### [Task description]
Below are records. Count every line containing the word "controls" and give the number alone.

### [Data for this exercise]
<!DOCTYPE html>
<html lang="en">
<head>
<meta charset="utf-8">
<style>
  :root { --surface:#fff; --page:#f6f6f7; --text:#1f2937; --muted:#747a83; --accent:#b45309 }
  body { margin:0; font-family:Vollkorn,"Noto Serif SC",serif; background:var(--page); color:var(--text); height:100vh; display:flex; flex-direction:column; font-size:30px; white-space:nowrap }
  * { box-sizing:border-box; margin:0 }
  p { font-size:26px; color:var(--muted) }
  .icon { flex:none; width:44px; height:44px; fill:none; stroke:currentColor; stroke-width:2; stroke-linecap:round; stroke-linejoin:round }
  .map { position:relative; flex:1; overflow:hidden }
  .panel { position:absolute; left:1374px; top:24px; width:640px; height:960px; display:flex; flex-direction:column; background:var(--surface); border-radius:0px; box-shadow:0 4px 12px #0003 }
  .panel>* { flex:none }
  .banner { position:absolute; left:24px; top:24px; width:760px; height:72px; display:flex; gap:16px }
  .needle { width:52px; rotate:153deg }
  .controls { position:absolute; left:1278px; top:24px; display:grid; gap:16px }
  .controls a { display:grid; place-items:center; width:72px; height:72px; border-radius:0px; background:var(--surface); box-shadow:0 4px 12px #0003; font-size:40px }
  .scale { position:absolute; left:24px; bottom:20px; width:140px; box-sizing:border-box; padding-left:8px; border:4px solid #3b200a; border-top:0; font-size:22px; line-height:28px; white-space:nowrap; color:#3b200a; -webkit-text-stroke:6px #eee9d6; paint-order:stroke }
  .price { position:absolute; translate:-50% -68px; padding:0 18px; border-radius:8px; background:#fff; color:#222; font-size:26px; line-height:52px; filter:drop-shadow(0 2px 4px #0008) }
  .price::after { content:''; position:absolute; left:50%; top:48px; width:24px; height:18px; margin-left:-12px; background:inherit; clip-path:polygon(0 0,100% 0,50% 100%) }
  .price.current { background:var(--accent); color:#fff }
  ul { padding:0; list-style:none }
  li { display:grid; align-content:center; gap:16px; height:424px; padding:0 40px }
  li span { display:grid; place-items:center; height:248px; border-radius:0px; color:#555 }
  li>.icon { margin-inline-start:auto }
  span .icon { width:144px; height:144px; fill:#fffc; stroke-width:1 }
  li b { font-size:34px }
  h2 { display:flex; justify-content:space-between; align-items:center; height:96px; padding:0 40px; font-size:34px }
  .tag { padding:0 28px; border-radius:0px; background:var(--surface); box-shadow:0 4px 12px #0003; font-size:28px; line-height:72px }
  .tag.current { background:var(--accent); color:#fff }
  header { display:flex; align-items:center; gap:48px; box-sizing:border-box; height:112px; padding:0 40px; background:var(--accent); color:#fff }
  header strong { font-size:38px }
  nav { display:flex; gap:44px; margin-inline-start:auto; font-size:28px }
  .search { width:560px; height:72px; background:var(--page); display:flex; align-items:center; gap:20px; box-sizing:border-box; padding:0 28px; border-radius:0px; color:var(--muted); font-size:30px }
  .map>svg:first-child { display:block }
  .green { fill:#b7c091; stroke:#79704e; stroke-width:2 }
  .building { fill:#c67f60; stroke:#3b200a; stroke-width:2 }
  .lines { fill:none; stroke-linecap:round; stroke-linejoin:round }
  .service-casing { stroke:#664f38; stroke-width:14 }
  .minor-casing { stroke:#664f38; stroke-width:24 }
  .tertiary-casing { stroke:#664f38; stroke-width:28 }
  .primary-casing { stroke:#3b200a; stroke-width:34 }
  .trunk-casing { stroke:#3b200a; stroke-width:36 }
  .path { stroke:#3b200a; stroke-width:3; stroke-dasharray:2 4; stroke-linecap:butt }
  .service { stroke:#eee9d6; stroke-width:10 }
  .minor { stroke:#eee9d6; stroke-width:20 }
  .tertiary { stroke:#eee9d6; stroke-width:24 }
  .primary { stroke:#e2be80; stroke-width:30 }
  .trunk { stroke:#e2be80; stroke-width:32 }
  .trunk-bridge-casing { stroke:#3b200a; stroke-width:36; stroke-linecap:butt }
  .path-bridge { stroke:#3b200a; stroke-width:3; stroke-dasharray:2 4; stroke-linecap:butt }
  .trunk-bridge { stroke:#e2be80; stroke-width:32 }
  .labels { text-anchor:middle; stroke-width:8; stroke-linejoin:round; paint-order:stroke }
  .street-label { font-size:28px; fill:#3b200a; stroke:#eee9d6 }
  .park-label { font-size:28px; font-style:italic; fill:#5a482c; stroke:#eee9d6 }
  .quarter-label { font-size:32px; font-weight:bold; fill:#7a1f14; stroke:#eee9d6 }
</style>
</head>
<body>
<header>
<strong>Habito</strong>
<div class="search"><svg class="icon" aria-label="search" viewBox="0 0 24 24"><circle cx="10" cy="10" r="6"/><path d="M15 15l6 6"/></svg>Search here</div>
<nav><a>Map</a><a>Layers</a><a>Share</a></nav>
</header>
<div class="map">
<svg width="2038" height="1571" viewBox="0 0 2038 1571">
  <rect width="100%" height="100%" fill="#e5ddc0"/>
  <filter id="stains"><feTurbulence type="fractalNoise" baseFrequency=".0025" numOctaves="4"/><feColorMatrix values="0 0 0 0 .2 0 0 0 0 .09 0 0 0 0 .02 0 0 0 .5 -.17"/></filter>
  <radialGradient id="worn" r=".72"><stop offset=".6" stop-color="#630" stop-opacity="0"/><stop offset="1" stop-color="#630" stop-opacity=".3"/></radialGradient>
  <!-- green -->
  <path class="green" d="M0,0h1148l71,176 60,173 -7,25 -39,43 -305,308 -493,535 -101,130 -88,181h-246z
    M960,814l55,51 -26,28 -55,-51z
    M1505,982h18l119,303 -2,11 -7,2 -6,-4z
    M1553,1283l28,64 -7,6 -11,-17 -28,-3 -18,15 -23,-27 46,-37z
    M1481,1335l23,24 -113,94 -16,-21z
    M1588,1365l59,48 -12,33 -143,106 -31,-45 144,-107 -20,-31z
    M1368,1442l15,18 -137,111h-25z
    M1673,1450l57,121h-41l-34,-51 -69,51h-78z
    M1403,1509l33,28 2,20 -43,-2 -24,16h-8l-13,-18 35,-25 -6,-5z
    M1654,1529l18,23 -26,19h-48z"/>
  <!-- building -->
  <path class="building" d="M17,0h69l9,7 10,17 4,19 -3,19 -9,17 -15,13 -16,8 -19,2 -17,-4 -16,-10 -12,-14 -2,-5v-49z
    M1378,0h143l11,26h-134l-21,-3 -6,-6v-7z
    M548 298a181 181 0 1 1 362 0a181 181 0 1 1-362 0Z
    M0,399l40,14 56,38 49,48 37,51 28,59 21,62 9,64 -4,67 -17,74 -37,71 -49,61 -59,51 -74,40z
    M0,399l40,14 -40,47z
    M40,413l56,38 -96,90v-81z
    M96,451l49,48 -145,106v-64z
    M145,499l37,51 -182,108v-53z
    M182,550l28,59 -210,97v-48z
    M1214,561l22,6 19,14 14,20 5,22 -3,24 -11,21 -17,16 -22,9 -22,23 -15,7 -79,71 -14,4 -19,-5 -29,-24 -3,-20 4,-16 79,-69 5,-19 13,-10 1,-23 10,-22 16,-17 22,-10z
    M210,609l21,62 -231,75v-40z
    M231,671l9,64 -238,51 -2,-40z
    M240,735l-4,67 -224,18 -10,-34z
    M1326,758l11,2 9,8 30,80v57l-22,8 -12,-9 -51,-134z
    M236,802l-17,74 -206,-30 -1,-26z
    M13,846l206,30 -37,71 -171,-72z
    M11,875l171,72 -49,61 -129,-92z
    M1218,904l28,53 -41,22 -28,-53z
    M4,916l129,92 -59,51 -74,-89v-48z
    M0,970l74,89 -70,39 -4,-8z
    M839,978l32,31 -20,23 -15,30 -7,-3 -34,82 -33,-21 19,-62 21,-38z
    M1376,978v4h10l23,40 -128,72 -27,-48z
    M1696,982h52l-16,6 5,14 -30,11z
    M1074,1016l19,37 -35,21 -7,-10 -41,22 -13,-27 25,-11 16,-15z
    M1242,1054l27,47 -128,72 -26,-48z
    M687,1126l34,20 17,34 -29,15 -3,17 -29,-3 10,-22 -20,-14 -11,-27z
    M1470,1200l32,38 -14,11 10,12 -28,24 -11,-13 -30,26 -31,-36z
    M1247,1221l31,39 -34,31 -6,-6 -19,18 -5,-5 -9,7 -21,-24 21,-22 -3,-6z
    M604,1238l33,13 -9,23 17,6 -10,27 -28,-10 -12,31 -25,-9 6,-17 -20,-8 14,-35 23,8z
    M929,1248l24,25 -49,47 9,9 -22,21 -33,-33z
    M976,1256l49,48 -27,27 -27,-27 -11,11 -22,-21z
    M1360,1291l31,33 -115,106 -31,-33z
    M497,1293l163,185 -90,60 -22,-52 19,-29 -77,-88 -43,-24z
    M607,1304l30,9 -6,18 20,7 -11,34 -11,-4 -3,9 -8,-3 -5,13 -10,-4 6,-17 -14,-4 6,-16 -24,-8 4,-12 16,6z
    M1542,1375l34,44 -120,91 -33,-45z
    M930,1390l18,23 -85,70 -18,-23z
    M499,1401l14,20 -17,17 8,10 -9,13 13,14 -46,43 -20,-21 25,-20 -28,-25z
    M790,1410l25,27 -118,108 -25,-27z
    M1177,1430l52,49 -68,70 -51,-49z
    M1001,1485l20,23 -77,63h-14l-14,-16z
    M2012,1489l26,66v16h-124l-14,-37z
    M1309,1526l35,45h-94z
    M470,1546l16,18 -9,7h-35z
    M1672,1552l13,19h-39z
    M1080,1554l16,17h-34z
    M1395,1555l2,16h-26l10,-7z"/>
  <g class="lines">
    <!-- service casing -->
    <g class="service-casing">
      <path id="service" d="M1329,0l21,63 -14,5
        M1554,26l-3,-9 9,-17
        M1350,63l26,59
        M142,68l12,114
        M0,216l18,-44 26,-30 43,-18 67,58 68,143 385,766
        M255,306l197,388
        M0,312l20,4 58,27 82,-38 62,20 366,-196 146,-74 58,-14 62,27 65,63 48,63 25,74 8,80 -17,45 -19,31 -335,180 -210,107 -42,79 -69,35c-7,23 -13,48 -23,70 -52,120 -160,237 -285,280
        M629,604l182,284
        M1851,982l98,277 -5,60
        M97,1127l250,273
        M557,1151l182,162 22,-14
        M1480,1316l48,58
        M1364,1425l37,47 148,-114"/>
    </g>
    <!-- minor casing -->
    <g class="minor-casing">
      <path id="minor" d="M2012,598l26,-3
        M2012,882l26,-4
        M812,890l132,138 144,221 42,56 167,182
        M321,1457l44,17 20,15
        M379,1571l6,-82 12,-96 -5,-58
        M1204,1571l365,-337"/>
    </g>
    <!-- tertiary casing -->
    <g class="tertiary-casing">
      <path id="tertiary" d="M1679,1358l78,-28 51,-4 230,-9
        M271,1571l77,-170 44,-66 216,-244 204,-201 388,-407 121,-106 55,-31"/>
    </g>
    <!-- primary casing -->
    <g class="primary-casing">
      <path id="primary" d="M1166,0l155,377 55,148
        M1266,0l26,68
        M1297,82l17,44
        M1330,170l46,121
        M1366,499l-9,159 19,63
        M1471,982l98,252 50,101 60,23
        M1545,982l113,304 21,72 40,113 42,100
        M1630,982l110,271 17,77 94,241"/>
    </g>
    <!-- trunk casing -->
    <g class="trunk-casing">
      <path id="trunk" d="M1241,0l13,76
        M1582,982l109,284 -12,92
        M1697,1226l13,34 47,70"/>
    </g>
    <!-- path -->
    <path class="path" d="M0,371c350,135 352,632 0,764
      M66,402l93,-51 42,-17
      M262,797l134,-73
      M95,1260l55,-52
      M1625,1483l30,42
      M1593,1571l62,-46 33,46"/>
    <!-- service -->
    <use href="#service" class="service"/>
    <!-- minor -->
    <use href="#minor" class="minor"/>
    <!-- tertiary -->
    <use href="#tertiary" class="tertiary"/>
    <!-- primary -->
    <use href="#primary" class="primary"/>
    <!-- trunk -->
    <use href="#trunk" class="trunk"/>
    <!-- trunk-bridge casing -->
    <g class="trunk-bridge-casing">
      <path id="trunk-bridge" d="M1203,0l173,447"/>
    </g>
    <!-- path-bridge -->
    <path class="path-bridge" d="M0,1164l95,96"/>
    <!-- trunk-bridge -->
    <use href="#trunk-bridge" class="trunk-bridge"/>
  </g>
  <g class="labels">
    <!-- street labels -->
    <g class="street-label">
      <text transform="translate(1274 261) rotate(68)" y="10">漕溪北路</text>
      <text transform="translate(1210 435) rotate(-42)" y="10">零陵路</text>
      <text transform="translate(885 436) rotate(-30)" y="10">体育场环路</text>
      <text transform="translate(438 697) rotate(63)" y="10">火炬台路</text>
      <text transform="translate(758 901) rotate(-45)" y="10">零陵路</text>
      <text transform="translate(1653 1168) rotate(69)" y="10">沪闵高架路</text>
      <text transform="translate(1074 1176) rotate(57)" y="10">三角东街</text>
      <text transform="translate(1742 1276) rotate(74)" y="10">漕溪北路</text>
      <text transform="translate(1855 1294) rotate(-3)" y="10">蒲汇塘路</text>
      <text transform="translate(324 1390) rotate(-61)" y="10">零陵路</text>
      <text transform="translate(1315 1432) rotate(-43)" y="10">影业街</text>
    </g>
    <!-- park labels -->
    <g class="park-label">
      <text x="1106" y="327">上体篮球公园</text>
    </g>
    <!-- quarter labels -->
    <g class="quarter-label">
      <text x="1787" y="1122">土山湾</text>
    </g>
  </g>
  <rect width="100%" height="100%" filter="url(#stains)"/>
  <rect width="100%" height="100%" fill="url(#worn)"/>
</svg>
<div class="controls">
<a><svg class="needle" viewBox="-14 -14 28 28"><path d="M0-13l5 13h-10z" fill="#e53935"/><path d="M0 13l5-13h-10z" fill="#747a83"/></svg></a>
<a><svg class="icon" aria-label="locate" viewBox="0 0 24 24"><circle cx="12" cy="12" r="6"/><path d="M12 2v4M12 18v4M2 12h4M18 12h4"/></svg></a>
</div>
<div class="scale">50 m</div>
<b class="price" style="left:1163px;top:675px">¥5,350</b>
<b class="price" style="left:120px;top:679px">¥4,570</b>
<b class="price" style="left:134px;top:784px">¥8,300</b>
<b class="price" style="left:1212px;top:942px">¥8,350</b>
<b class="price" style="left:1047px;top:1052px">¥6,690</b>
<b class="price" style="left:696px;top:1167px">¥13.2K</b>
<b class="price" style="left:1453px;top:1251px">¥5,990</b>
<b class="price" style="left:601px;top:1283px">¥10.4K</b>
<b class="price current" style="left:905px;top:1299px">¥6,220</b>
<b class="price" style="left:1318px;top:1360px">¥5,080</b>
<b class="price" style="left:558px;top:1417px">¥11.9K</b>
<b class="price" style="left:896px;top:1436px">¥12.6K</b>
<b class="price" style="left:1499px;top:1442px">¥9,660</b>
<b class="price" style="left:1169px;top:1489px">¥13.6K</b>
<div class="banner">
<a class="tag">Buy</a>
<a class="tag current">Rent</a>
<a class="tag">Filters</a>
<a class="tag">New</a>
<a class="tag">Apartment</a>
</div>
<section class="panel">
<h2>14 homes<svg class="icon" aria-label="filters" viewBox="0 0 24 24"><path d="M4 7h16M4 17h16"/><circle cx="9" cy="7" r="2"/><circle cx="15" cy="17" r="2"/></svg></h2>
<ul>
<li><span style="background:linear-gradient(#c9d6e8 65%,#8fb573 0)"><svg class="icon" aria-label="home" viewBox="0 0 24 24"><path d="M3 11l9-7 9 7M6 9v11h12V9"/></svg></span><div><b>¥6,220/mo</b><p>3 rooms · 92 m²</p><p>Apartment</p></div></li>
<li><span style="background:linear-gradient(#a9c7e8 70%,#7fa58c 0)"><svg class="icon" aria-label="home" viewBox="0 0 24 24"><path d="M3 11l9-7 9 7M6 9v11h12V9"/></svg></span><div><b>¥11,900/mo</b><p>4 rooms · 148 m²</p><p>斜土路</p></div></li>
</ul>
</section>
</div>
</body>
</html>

### [Result of this exercise]
3